(Given data):

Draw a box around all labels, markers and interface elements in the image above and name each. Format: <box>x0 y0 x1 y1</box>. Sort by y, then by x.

--

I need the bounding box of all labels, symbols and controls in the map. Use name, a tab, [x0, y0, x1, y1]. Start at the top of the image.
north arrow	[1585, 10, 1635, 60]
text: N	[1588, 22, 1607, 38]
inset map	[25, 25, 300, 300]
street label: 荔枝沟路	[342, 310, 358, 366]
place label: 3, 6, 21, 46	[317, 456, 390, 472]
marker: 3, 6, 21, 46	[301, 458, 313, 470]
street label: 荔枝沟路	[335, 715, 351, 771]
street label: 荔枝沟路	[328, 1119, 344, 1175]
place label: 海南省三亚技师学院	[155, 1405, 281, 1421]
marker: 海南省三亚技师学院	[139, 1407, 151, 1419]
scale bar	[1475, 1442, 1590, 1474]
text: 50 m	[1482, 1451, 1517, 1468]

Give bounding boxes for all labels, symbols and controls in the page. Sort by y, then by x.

(Problem to solve): Looking at the entries, state how many lines hold the string "then", with the number as the sole reply.

(Solution to this problem): 2